Provocative for many. Pakistanis were thrilled to see a European emerging from the luxury bubble that most foreigners and the rich part of the Pakistani population live in. Initially, the program did not arouse the great enthusiasm. Rather, it provoked people who felt that this was making fun of them and their lives. The fact that a European received such VIP treatment also fell heavily on the chest; Pakistanis who were going to the UK did not feel such goodwill.
Provocation or not, the viewership remained high, and gradually the feeling changed in many from irritation to admiration – and not least sympathy. The TV channel received a flood of letters to Fulton with tips and advice on how to deal with the various problems he encountered on his thorny path to becoming a Pakistani. Viewers also laughed at Fulton, who with a large arsenal of grimaces squeezed into small, narrow taxis. He was driving (and getting frustrated) in the chaotic traffic, trying the Pakistani version of kilt.
The national identity. Pakistan has a fringe reputation for security, often for no reason. And security was certainly not a problem during the show. The closest Fulton came to a dangerous situation was in a program from the Northwest Province, where tribal fighters with automatic weapons opened fire.
Fulton threw himself on the ground, but soon found that no one had shot him. Shoots in the air are rather the traditional way to greet strangers in these areas.
From a comic show where you could laugh a little at this "stranger", who was trying to be like "us", the show evolved to become a mirror. Pakistani viewers were confronted with a mirror image of their own community, viewed from an outsider. The show also offered a closer inspection of the national identity. What does it mean to be a Pakistani? A surprised Fulton was told in a madrassah, a religious school, that one did not need to be a Muslim to become a Pakistani.
Fulton also learned a lot about Pakistan. This was not the first time he was in the country, he had been there previously as a producer in the BBC's HardTalk program. At that time he had a much narrower picture of the country, one that is the prevailing image in most Western media. This time he met many other sides of Pakistan. The show's producer, a young, tough and sharp woman, was just one of many who forced him to develop a much more complex image of the country. He was also overwhelmed by the warmth he met from people, including a ten-year-old girl who sent him an email from Karachi. She wrote and told me that she was in fifth grade and that she liked his show. If he felt Urdu was difficult to learn, he could only come to her, and she would help him.

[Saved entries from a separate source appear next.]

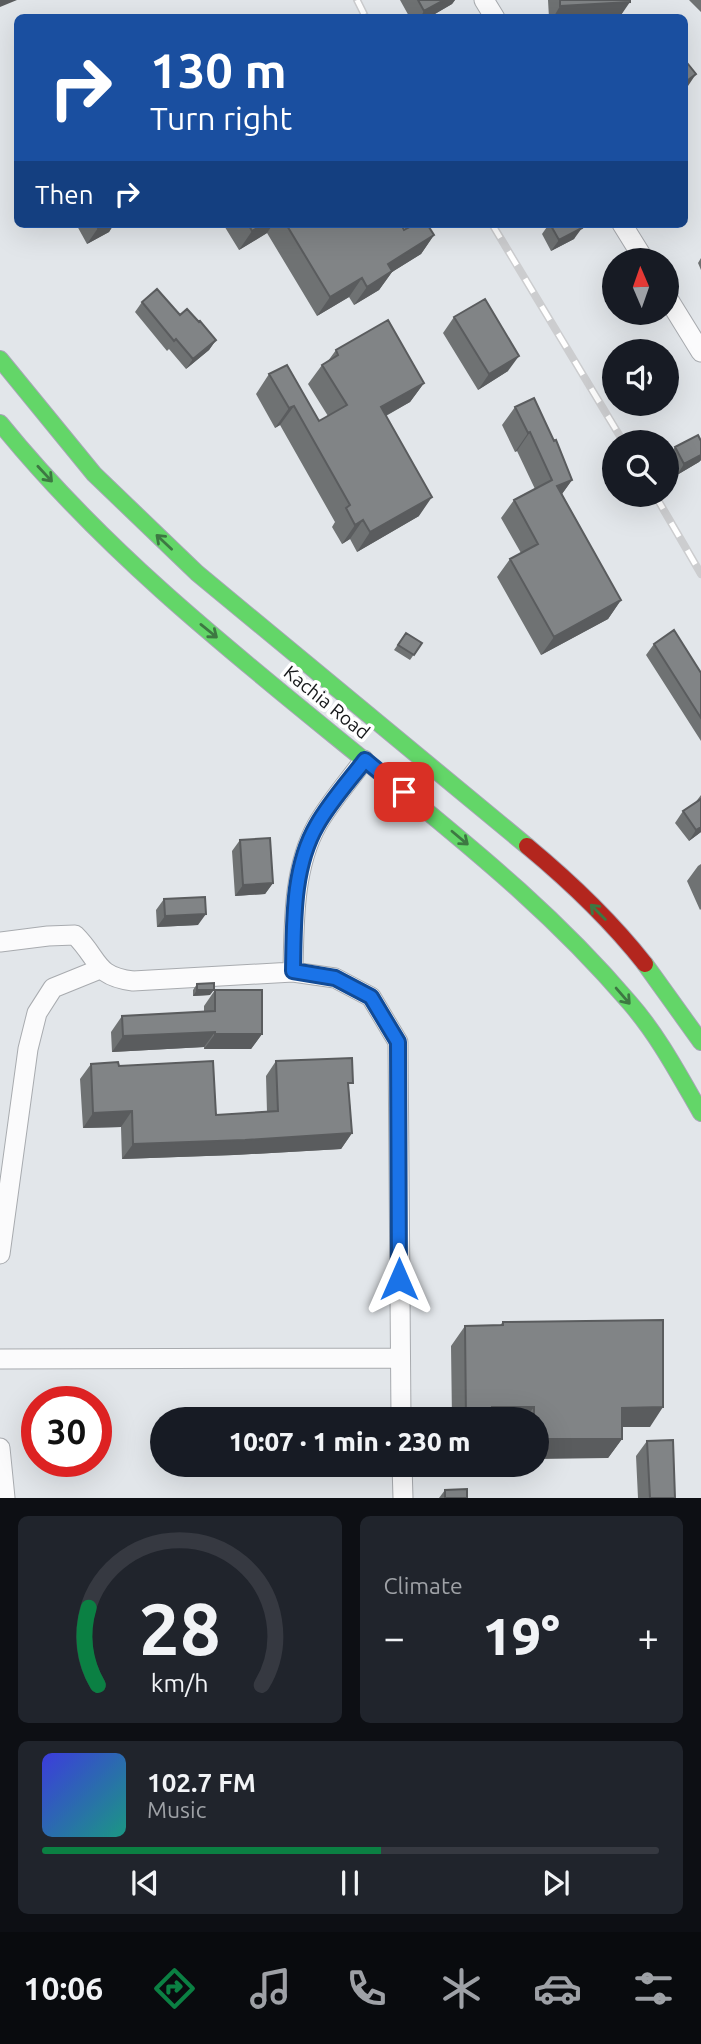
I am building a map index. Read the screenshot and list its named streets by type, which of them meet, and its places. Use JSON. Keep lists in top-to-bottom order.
{
  "streets": {
    "main road": ["Kachia Road"]
  },
  "north": "top",
  "page": {
    "turn": ["130 m", "Turn right"],
    "then": "Then",
    "limit": "30",
    "trip": "10:07 · 1 min · 230 m",
    "tile": "Climate",
    "heat": ["−", "19°", "+"],
    "song": ["102.7 FM", "Music"],
    "tabs": "10:06",
    "gauge": ["28", "km/h"]
  }
}
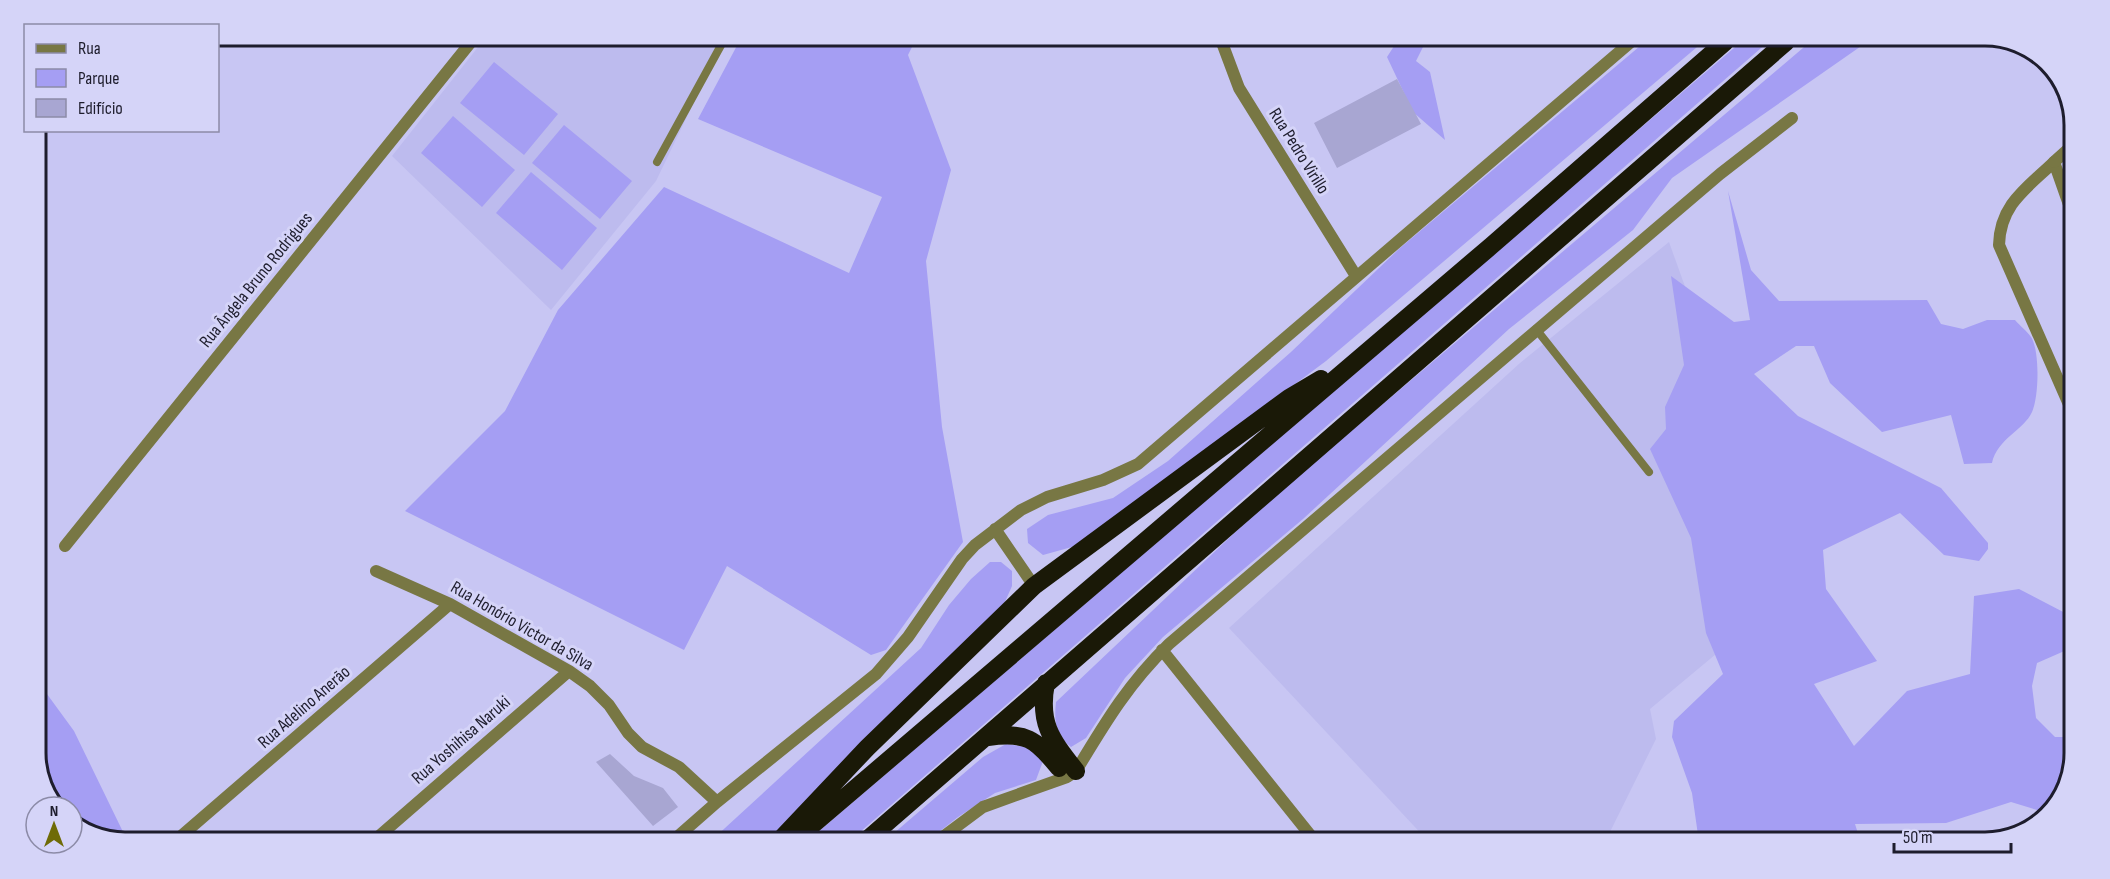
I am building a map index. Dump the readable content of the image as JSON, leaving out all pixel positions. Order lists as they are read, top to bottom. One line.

Welcome and warmth. Fulton met this welcome and warmth from people in all social strata and across the country. The final episode took place in the capital, where the final challenge ended in a meeting with Pakistan's Prime Minister, Shaukat Aziz. The show ended with a viewer ring where viewers were asked if they felt George had managed to become Pakistani. 65 percent answered yes.
Two weeks later, Fulton was offered Pakistani citizenship because the Interior Ministry had been so impressed with his efforts. Fulton, who now works as a TV producer at Geo-tv, pondered the matter for a long time, but eventually accepted yes. It turned out that he had fallen in love with a Pakistani woman, including a TV producer. They are getting married in November this year. All in all, the show was a success for the TV channel. But the real success story is the innovation and innovation that led to the show.